Der Wunsch nach bequemerem Wohnen erweist sich in der Studie als größter Kaufanreiz, ein wesentlicher Anteil der Käufe erfolgt aus Neugierde und genereller Innovationslust.  „Technikaffine, spontane Menschen waren bisher die Kernkäufergruppe“, so Lissautzki. „Aber das Bild wandelt sich. Vor fünf Jahren war Smart Home ein Thema für Early Adopter und Technik-Fans. Die Studie zeigt, dass die Interessengruppen deutlich breiter geworden sind. Kurz gesagt: Smart Home erobert über klare Use Cases den Massenmarkt.“

Potenzial bei kleinen Wohnungen

Laut Untersuchung geht die hauptsächliche Nachfrage vor allem von jungen, kinderreichen Familien mit viel Wohnraum aus. Im Umkehrschluss bedeutet dies: Ältere Verbraucher sowie Singles und Pärchen, die in einer eher kleinen Wohnung leben, bieten aus Anbietersicht noch Potenzial. „Auch unsere Gespräche mit Herstellern zeigen: Hier herrscht tatsächlich eine Lücke“, sagt Martin Schulte. Die konkreten Lebensumstände sind laut Studie sogar wichtiger als die Frage des verfügbaren Haushaltseinkommens. Für die Kundenansprache ergeben sich daher klare Differenzierungsoptionen: „Wer viel Wohnraum hat, zeigt ein erhöhtes Sicherheitsbedürfnis. Wer auf weniger Quadratmetern wohnt, fokussiert zunächst mehr auf Themen wie Beleuchtung und Steckdosen“, sagt Schulte. „Die Argumente Kosteneffizienz im Betrieb und Nachhaltigkeit stehen hier im Vordergrund.“ Mit Blick auf die Energiekrise und Inflation habe sich die Nachfrage nach energiesparenden Lösungen im Vergleich zum Vorjahr verdoppelt. Ein prägnantes Beispiel: Schon jetzt im Sommer zeichnet sich eine stark zunehmende Nachfrage für smarte Thermostate ab. Dieser Anstieg ist normalerweise erst im Winter zu beobachten. „Mit smarten Geräten lassen sich Heizkosten um bis zu 30 Prozent senken und wir erwarten eine zunehmende Nachfrage nach ganzheitlichen Lösungen aus Hardware, Software und Services, um Energiesparpotenziale auszuschöpfen“, so Lissautzki.

Wachsender Markt

Insgesamt ist der Markt für Smart-Home-Produkte in Deutschland zwischen 2017 und 2021 von knapp 2,4 Milliarden Euro auf über 5,5 Milliarden Euro gewachsen. Das entspricht einem durchschnittlichen jährlichen Plus von rund 22 Prozent.

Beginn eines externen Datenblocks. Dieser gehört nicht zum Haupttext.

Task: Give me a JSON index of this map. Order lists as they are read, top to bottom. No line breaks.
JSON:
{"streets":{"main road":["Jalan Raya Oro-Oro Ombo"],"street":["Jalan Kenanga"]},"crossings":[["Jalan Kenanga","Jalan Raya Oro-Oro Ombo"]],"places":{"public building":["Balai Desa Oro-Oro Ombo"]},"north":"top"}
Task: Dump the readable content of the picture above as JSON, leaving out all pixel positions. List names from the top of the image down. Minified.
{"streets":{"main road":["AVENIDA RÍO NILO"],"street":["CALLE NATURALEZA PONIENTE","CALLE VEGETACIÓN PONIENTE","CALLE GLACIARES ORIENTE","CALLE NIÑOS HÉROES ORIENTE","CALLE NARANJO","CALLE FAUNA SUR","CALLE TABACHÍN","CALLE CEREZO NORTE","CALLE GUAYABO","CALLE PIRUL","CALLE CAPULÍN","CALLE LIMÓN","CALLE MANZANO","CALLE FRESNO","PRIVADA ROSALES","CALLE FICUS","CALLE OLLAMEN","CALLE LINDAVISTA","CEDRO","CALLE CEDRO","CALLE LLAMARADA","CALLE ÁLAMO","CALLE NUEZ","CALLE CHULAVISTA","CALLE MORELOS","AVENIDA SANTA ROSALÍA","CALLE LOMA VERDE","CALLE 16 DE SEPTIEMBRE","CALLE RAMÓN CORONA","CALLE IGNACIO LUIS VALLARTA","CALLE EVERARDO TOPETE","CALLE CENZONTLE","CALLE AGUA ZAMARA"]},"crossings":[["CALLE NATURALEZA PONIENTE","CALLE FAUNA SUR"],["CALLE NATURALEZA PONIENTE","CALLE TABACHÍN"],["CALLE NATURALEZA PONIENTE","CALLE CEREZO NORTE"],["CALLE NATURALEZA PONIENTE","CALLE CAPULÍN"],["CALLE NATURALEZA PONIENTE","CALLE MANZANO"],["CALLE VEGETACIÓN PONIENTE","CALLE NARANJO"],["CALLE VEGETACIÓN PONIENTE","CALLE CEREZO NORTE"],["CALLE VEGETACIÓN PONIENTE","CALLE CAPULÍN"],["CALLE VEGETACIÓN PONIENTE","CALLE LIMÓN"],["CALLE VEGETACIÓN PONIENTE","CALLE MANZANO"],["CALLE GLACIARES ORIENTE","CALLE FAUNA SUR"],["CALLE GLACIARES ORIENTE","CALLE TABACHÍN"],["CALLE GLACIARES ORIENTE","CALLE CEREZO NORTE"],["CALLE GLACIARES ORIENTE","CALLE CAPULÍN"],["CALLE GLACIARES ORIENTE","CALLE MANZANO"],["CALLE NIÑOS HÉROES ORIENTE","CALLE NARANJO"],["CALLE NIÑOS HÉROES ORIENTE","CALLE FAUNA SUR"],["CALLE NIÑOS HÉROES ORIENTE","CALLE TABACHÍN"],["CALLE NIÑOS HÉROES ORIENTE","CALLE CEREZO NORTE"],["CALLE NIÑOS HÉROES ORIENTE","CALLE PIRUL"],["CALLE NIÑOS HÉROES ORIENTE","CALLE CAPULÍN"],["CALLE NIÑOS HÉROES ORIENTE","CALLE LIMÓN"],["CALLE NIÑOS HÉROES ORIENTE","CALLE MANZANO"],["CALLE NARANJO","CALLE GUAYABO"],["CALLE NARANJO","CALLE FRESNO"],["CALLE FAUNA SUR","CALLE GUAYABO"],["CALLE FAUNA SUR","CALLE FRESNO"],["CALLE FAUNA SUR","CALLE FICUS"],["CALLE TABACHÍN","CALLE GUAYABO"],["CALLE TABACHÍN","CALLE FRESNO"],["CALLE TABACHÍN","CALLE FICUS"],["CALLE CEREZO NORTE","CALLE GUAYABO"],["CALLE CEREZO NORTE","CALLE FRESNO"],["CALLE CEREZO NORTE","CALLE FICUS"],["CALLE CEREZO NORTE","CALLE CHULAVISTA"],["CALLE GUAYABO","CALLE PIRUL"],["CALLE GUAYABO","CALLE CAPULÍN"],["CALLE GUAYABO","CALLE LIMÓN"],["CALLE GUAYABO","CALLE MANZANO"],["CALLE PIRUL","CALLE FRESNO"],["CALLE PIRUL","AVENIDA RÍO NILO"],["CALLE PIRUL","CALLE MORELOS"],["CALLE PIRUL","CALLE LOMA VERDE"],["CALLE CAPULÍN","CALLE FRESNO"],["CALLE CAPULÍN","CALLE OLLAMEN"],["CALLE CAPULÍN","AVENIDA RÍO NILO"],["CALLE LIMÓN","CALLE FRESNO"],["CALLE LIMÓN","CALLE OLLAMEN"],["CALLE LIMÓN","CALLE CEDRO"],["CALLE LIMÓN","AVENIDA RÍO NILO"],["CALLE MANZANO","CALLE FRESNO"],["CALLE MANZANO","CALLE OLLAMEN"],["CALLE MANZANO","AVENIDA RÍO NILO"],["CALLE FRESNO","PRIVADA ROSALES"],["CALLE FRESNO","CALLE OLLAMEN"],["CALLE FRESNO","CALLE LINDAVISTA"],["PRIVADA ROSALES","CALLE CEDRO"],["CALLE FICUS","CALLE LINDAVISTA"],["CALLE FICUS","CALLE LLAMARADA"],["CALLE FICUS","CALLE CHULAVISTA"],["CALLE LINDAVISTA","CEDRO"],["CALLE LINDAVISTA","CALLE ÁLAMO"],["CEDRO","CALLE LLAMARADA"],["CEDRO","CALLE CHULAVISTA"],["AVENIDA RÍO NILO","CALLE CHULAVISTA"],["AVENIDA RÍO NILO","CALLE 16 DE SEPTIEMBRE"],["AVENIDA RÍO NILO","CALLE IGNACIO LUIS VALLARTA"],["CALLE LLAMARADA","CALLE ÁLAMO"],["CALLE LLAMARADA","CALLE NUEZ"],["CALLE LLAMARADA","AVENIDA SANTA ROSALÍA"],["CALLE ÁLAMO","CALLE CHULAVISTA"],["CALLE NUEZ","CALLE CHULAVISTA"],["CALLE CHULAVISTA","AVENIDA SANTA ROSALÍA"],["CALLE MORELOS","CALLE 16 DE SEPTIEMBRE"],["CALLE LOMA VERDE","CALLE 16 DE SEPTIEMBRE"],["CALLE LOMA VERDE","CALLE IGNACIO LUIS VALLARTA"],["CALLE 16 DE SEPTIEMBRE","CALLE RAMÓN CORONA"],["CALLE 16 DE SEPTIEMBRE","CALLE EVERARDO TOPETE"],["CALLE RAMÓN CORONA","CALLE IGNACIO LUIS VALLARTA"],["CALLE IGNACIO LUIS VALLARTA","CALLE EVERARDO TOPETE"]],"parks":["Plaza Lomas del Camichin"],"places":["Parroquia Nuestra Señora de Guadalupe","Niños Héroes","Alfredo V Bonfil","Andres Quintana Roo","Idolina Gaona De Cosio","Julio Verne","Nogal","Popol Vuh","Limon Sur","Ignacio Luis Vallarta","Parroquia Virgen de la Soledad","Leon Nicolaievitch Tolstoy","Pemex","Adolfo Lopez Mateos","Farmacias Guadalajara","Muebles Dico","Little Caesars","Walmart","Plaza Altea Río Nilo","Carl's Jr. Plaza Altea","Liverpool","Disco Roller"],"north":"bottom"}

Leicht überdurchschnittlich wuchs die Produktkategorie Energie mit 24 Prozent auf zuletzt 644 Millionen Euro. Während 27 Prozent der deutschen Haushalte über smarte Haustechnik verfügen, haben erst elf Prozent ein Gerät zum intelligenten Umgang mit Energie im Einsatz. „Diese Durchdringung wird mit der Preisexplosion für Strom und Gas rasch ansteigen“, meint Schulte.